Satellite images show the 1,200 square-kilometre Conger Ice Shelf collapsed completely on or around March 15, Qazet.az informs.
"Possible it hit its tipping point following the #Antarctic #AtmosphericRiver and heat wave too?" asked NASA Earth and Planetary Scientist Catherine Colello Walker on Twitter on Friday, sharing images of a white expanse crumbling into shards over the dark ocean.
Ice shelves, permanent floating sheets of ice attached to land, take thousands of years to form and act like levees holding back snow and ice that would otherwise flow into the ocean, causing seas to rise.
The March heat wave, with temperatures reaching 70 degrees Fahrenheit (40 degrees Celsius) above normal in parts of East Antarctica, was tied to the atmospheric river phenomenon, said Peter Neff, a glaciologist at the University of Minnesota.

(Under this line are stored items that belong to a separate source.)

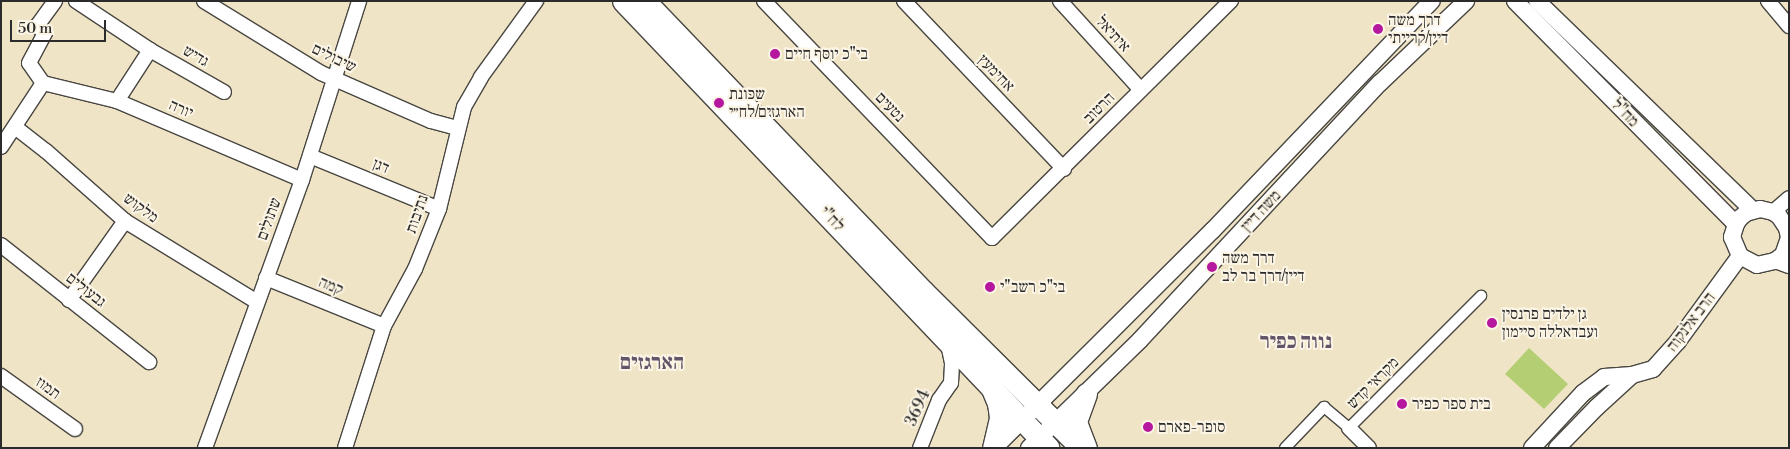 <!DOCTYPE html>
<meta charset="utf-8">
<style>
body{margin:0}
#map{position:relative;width:1790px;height:449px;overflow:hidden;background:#f0e4c6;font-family:"Libre Bodoni","Frank Ruhl Libre",serif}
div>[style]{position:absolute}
.green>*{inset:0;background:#b4ce73}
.roads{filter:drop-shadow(1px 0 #494742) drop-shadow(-1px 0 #494742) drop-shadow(0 1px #494742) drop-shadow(0 -1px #494742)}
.pedestrian>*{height:10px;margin:-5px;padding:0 5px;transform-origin:5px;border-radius:5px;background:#fff}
.minor>*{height:14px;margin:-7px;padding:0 7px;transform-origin:7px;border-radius:7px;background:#fff}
.tertiary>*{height:16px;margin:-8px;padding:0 8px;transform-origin:8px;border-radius:8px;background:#fff}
.primary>*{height:21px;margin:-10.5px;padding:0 10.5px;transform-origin:10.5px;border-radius:10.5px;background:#fff}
.dots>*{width:14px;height:14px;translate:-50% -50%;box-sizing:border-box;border:2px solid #fcf5e5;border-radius:50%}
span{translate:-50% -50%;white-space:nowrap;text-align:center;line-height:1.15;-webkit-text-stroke:4px #fcf5e5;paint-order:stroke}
.poi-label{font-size:16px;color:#2b2b2b}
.left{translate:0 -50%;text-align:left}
.street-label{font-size:16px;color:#2b2b2b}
.district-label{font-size:21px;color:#635569;font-weight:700}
.frame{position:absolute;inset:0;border:2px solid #2b2b2b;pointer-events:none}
.scale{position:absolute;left:10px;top:20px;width:96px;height:22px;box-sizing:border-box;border:2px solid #2b2b2b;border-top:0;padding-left:6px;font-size:15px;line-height:18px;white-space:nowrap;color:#2b2b2b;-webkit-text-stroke:4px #fcf5e5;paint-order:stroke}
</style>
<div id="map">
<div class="green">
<div style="clip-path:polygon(1529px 348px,1568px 384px,1544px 409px,1505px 374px)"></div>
</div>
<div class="roads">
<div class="pedestrian">
<div style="left:1285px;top:448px;width:57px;rotate:-46.4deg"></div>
<div style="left:1324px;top:407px;width:33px;rotate:40deg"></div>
<div style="left:1349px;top:428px;width:187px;rotate:-45deg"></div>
</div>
<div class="minor">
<div style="left:76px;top:1px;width:89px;rotate:33.5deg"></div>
<div style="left:150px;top:50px;width:85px;rotate:29.6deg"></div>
<div style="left:204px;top:1px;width:137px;rotate:31.6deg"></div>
<div style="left:321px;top:73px;width:120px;rotate:23.6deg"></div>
<div style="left:431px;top:121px;width:27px;rotate:15deg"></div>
<div style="left:764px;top:1px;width:329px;rotate:46.1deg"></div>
<div style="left:992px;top:238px;width:337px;rotate:-44.8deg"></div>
<div style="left:904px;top:1px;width:232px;rotate:46.4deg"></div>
<div style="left:1060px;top:1px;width:120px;rotate:47.7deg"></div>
<div style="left:1768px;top:1px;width:33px;rotate:50deg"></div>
<div style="left:43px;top:83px;width:76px;rotate:13.7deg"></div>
<div style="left:117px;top:101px;width:201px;rotate:23.1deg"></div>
<div style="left:43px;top:83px;width:24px;rotate:-125deg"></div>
<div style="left:29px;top:63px;width:34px;rotate:-62deg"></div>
<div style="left:45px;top:33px;width:11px;rotate:-139deg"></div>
<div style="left:37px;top:26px;width:31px;rotate:-54deg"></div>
<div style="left:117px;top:101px;width:61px;rotate:-57.1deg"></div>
<div style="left:15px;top:127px;width:39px;rotate:38deg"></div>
<div style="left:46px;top:151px;width:106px;rotate:41.5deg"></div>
<div style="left:125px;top:221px;width:155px;rotate:31.5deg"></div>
<div style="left:1px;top:147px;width:77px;rotate:-56.7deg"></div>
<div style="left:310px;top:156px;width:139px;rotate:22.3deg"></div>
<div style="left:1773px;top:212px;width:21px;rotate:-41deg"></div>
<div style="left:1px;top:245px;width:189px;rotate:38.3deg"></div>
<div style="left:1775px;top:261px;width:15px;rotate:20deg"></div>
<div style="left:266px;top:278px;width:127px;rotate:22.1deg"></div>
<div style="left:69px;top:300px;width:97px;rotate:-54.7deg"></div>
<div style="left:1px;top:376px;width:91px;rotate:35.6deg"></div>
<div style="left:1349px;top:428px;width:28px;rotate:45deg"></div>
<div style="left:205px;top:448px;width:285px;rotate:-70.1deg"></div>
<div style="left:302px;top:180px;width:188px;rotate:-72.3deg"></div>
<div style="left:345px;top:448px;width:128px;rotate:-72.3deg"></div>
<div style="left:384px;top:326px;width:65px;rotate:-61.5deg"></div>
<div style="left:415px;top:269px;width:65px;rotate:-68.2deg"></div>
<div style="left:439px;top:209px;width:105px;rotate:-76.2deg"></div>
<div style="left:464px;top:107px;width:34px;rotate:-60deg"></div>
<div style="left:481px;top:77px;width:94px;rotate:-54.1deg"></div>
<div style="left:920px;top:448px;width:52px;rotate:-68.4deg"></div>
<div style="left:939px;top:400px;width:21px;rotate:-55deg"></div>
<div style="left:951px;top:383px;width:20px;rotate:-87deg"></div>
<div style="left:952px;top:363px;width:19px;rotate:-102deg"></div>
</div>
<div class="tertiary">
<div style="left:1515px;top:1px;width:314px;rotate:45.3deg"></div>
<div style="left:1537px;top:1px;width:301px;rotate:44.1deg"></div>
<div style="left:1789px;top:237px;width:9px;rotate:-103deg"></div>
<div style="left:1787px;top:228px;width:14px;rotate:-124deg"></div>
<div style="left:1779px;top:216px;width:7px;rotate:-146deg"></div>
<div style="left:1773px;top:212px;width:13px;rotate:-167deg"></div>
<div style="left:1760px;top:209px;width:15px;rotate:164deg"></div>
<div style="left:1746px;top:213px;width:8px;rotate:140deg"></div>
<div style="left:1740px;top:218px;width:7px;rotate:124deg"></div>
<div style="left:1736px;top:224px;width:14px;rotate:107deg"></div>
<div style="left:1732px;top:237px;width:21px;rotate:67deg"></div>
<div style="left:1740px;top:256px;width:19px;rotate:28deg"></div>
<div style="left:1757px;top:265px;width:18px;rotate:-13deg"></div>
<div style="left:1775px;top:261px;width:10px;rotate:-37deg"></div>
<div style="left:1783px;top:255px;width:18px;rotate:-71deg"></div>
<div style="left:994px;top:448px;width:308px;rotate:-44.9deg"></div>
<div style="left:1212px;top:231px;width:318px;rotate:-46.3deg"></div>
<div style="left:1029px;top:448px;width:155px;rotate:-44.2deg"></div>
<div style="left:1140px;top:340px;width:352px;rotate:-47deg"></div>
<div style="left:1380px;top:83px;width:119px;rotate:-43.6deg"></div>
<div style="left:1532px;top:448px;width:75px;rotate:-47.2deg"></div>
<div style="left:1583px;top:393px;width:26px;rotate:-37deg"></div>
<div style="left:1604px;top:377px;width:28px;rotate:-4deg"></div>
<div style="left:1632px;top:375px;width:22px;rotate:-16deg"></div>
<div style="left:1653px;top:369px;width:38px;rotate:-48deg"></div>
<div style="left:1678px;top:341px;width:105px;rotate:-53.9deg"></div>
<div style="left:1557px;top:448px;width:57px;rotate:-45.7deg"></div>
<div style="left:1597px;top:407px;width:47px;rotate:-42.4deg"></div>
</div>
<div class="primary">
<div style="left:623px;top:1px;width:617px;rotate:46.38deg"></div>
<div style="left:645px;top:1px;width:402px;rotate:46.2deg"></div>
<div style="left:923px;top:291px;width:223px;rotate:44.8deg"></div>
<div style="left:992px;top:389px;width:15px;rotate:67deg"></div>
<div style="left:998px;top:403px;width:15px;rotate:82deg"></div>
<div style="left:1000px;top:418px;width:31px;rotate:103deg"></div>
<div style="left:1086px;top:394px;width:30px;rotate:110deg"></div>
<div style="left:1076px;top:422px;width:28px;rotate:69deg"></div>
</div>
</div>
<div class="dots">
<div style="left:1378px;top:29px;background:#b5179e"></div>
<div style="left:775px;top:54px;background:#b5179e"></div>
<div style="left:719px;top:103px;background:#b5179e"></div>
<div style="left:1212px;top:267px;background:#b5179e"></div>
<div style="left:990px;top:287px;background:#b5179e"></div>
<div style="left:1492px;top:323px;background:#b5179e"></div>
<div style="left:1402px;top:404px;background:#b5179e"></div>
<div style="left:1148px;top:427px;background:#b5179e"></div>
</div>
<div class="poi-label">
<span class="left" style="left:1388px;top:29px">דרך משה<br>דיין/קרייתי</span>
<span class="left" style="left:785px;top:54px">בי"כ יוסף חיים</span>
<span class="left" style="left:729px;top:103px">שכונת<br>הארגזים/לח״י</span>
<span class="left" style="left:1222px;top:267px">דרך משה<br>דיין/דרך בר לב</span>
<span class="left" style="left:1000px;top:287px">בי"כ רשב"י</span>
<span class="left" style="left:1502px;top:323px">גן ילדים פרנסין<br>ועבדאללה סיימון</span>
<span class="left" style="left:1412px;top:404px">בית ספר כפיר</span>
<span class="left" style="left:1158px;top:427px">סופר-פארם</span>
</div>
<div class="street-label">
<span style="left:1113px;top:34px;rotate:48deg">איתיאל</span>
<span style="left:196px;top:56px;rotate:30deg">גדיש</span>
<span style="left:334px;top:58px;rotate:26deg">שיבולים</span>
<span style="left:996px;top:73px;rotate:46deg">אחימעץ</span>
<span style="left:890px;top:107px;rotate:46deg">נטעים</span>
<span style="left:1099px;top:108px;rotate:-45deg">הרטוב</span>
<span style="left:181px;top:109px;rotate:23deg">יורה</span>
<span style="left:1625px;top:113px;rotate:46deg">מח"ל</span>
<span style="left:381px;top:166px;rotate:22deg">דגן</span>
<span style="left:141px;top:208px;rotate:36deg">מלקוש</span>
<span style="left:1261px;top:211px;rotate:-47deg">משה דיין</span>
<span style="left:417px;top:214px;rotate:-71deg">נתיבות</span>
<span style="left:269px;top:219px;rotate:-70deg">שתולים</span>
<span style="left:832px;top:219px;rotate:46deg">לח"י</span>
<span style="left:331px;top:286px;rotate:22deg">קמה</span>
<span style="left:86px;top:290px;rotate:38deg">גבעולים</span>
<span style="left:1691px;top:322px;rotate:-53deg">הרב אלנקוה</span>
<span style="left:1373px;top:383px;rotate:-45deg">מקראי קדש</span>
<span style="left:48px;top:388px;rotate:36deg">תמוז</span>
<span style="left:918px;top:408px;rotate:-66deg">3694</span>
</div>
<div class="district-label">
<span style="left:1296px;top:342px">נווה כפיר</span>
<span style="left:652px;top:363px">הארגזים</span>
</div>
<div class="frame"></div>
<div class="scale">50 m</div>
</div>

This process creates columns hundreds of miles long that carry water vapour from the tropics, creating an effect Neff described as "a fire hose of moisture."
"The (Antarctic) climate is incredibly variable but this was off-scale," Neff said. "This was at least twice as extreme of a warming event as we would have expected."
Temperatures in the region normally sit around -60 degrees Fahrenheit (-51 degrees Celsius) at this time of year, but they were around 10 degrees (-12 Celsius) earlier this month.